Graham Reid | | 1 min read
In his rock'n'roll essays and fiction
collection The Boy Who Cried Freebird, the American writer
Mitch Myers traces the notion of “boogie” from its name (having
sex, basically) through the blues (John Lee Hooker's Boogie
Chillun in 48) and boogie-woogie piano a building block of early
rock'n'roll and then into those endless jams which longhaired
guitarists get down'n'boogie on (think Ten Years After at Woodstock).

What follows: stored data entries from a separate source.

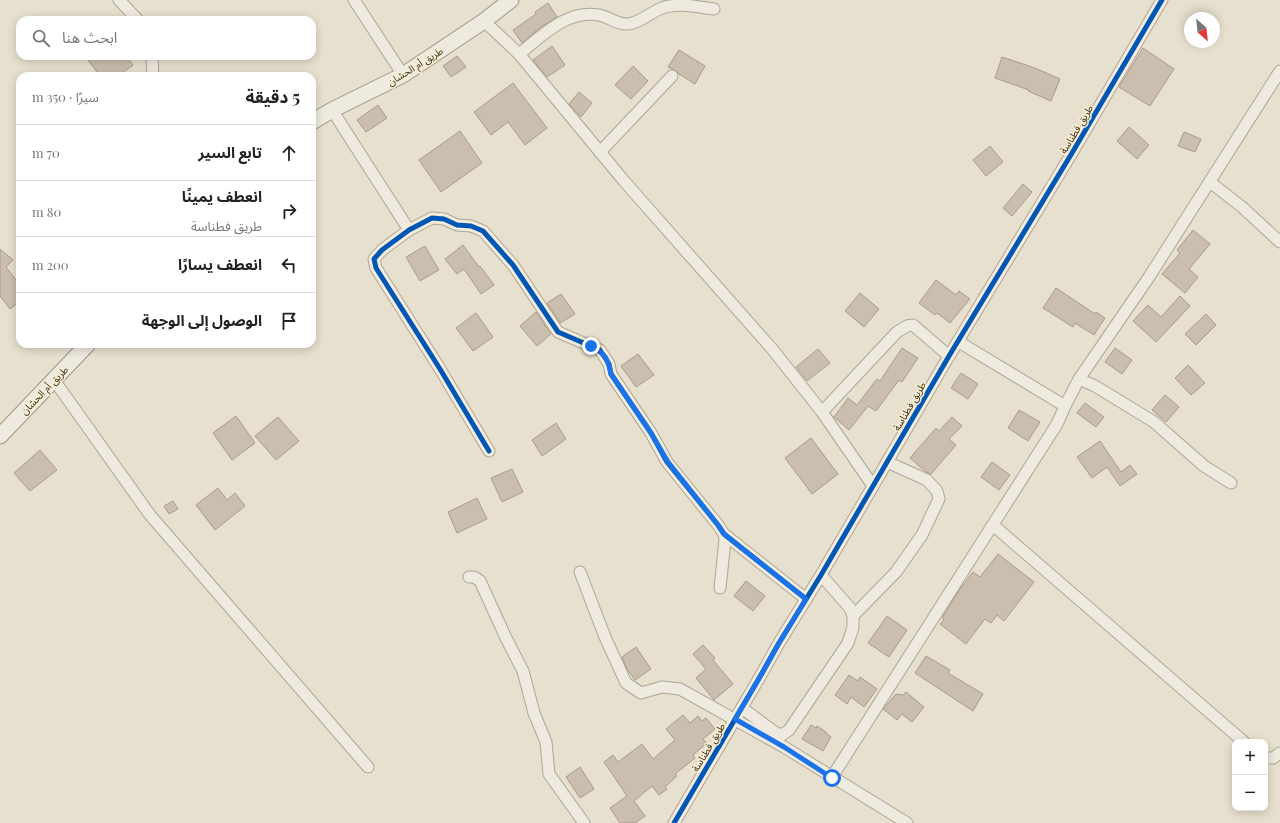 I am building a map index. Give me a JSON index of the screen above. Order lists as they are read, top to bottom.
{
  "streets": {
    "street": ["طريق أم الحشان", "طريق فطناسة"]
  },
  "north": "bottom right",
  "page": {
    "search": "ابحث هنا",
    "heading": ["5 دقيقة", "سيرًا · 350 m"],
    "list": [
      ["تابع السير", "70 m"],
      ["انعطف يمينًا", "طريق فطناسة", "80 m"],
      ["انعطف يسارًا", "200 m"],
      "الوصول إلى الوجهة"
    ],
    "map_buttons": ["+", "−"]
  }
} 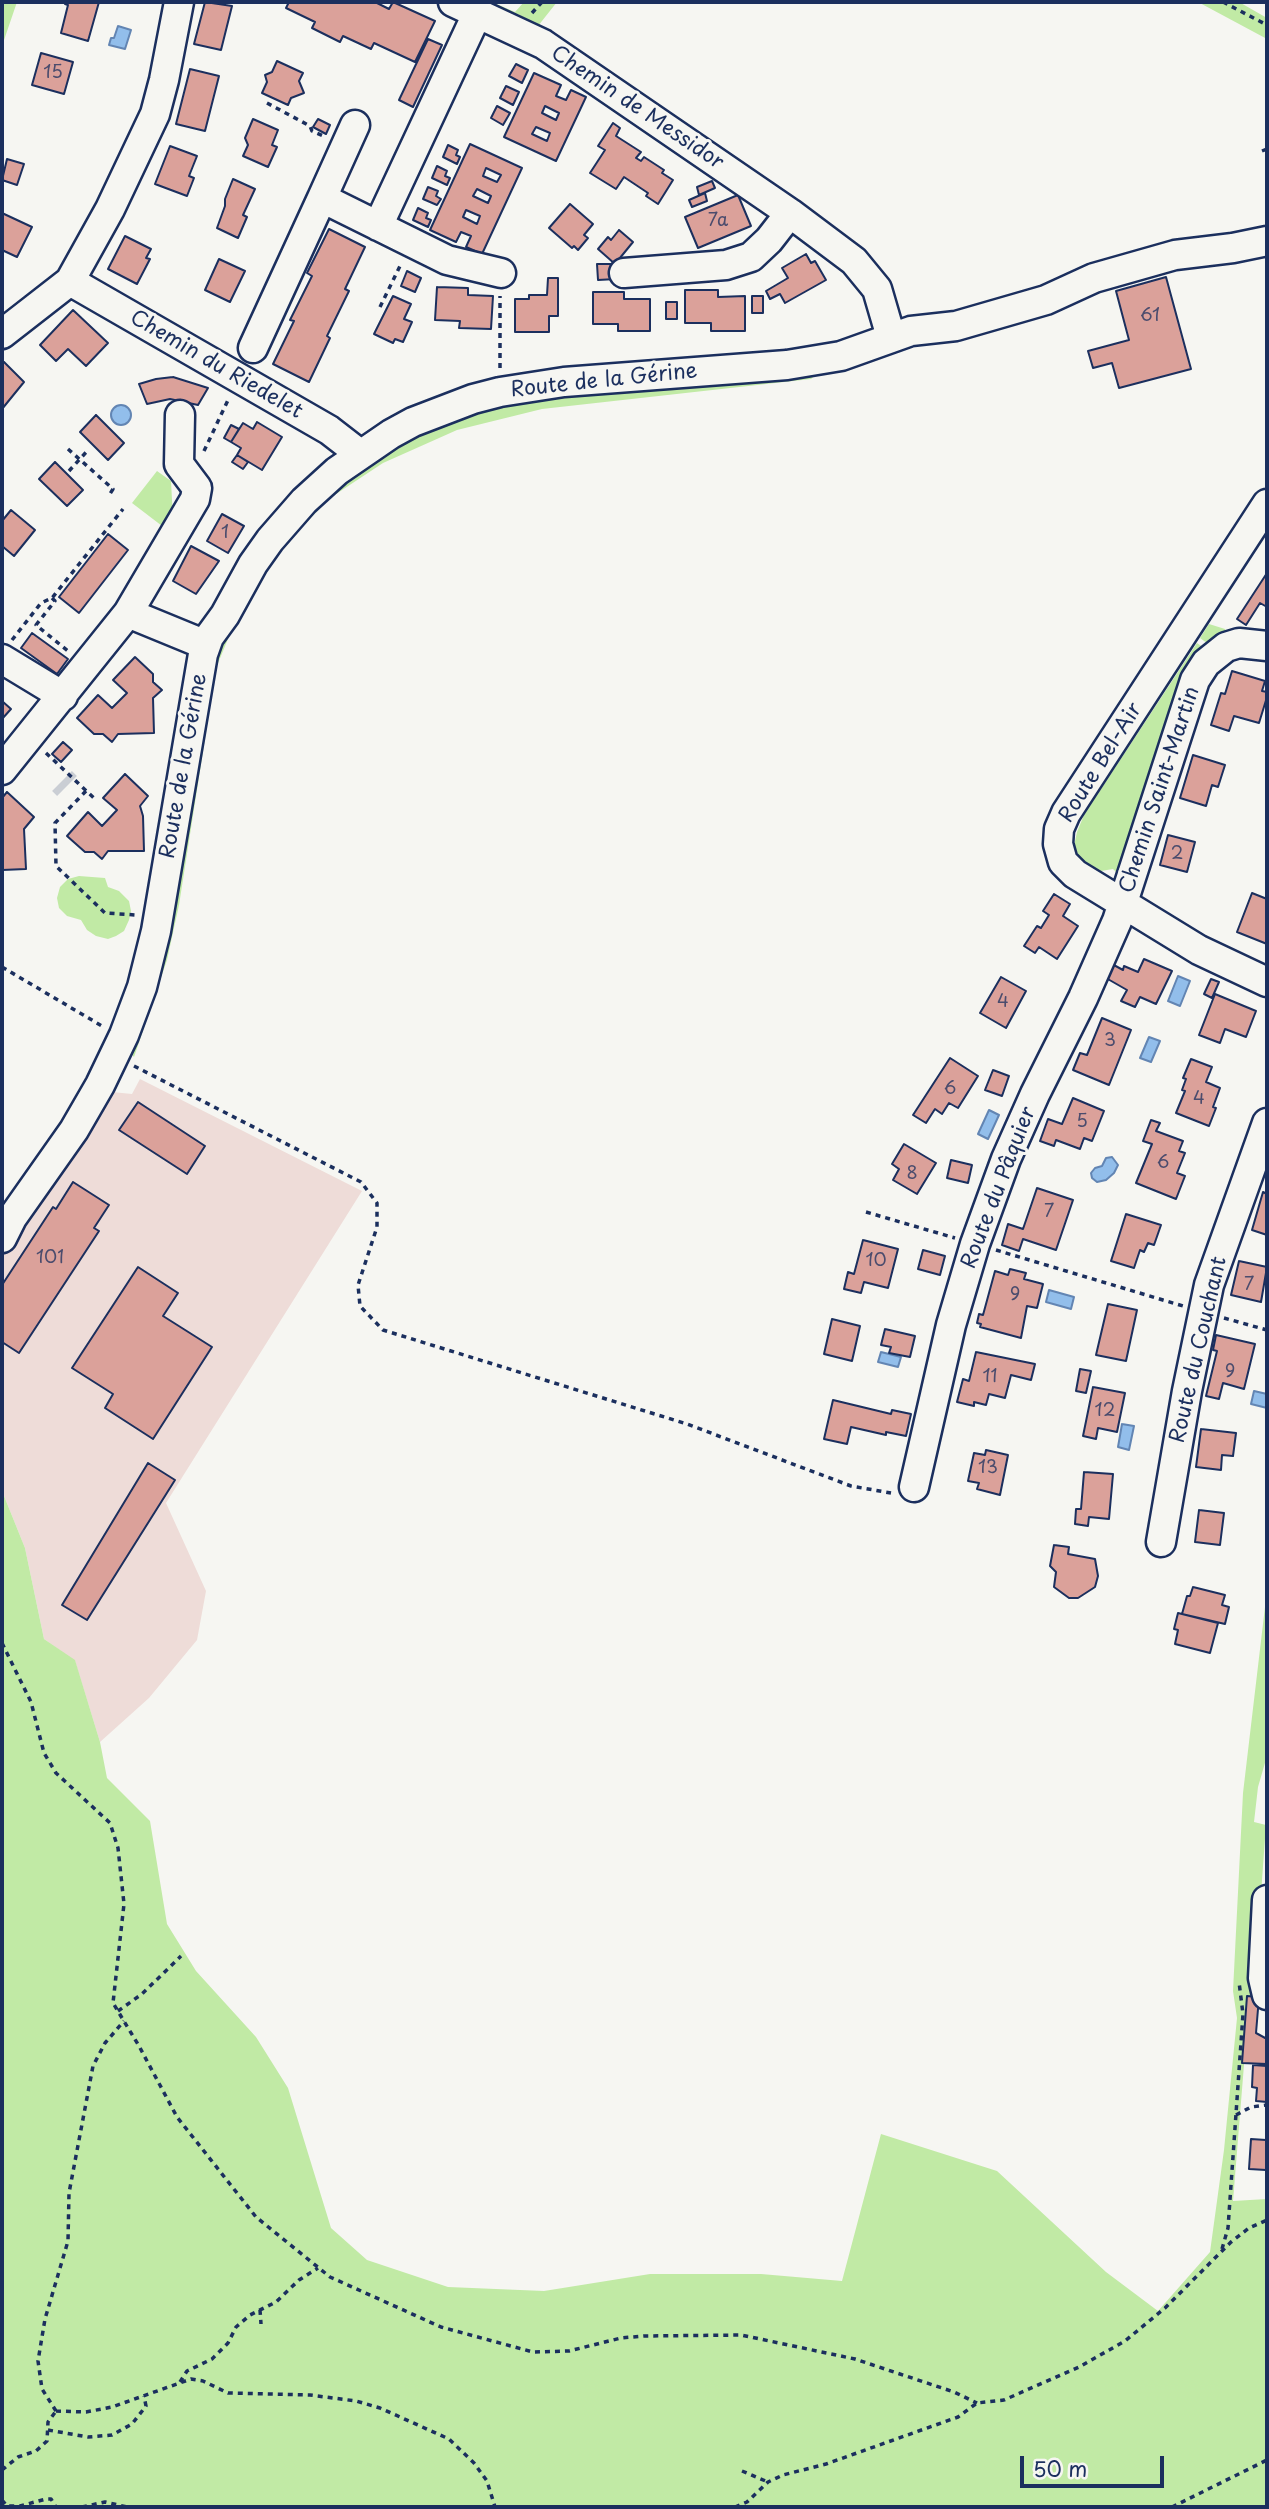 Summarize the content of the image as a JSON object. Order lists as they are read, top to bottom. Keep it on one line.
{"streets":{"street":["Chemin de Messidor","Chemin du Riedelet","Route de la Gérine","Route Bel-Air","Chemin Saint-Martin","Route du Pâquier","Route du Couchant"]},"crossings":[["Chemin de Messidor","Route de la Gérine"],["Chemin du Riedelet","Route de la Gérine"],["Route Bel-Air","Chemin Saint-Martin"],["Route Bel-Air","Route du Pâquier"],["Chemin Saint-Martin","Route du Pâquier"]],"house_numbers":["15","7a","61","1","2","4","3","6","4","5","6","8","7","101","10","7","9","9","11","12","13"],"scale_bar":"50 m"}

His essay was entitled Endless
Boogie after a Hooker album – and this same-name Brooklyn
four-piece pick up the Ten Year After end of the story and run with
it. Or sometimes jog on the spot.
The band's singer/guitarist Paul “Top
Dollar” Major told Mojo recently. “If we had a motto it'd
be, 'When you get there, stay there'.”
And they do, for 22 minutes on A
Life Worth Leaving, almost 10 on Empty Eye and over eight
for Top Dollar Speaks His Mind and Pack Your Bags.

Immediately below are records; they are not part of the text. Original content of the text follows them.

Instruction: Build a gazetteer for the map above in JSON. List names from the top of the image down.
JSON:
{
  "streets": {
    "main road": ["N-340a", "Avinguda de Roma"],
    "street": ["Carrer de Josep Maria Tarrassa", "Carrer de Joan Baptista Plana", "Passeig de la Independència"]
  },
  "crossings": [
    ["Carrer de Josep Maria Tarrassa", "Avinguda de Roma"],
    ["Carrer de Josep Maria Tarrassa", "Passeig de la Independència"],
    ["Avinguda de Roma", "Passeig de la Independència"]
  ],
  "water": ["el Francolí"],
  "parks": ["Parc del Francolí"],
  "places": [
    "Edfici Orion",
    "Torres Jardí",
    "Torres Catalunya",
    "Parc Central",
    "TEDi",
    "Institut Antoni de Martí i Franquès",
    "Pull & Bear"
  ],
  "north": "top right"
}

This is raw, guitar-framed rock'n'blues garageband jamming which refers to the late 60s and early 70s (Blue Cheer,
Canned Heat, Golden Earring, Grateful Dead), and because of the dual guitar
possibilities with Jesper Eklow, hints of a more earthy Television .
. . although the appropriately entitled 10 minute, Slow Creep
is a quieter and more taut piece with gritty slide.
In some respects this is prog-rock
without the prog, pomposity or pretense at deep meaning.
This just is – and if you like guitar
boogie which just stays there then these guys do exactly that – and it's
better at kiss-the-sky volume of course.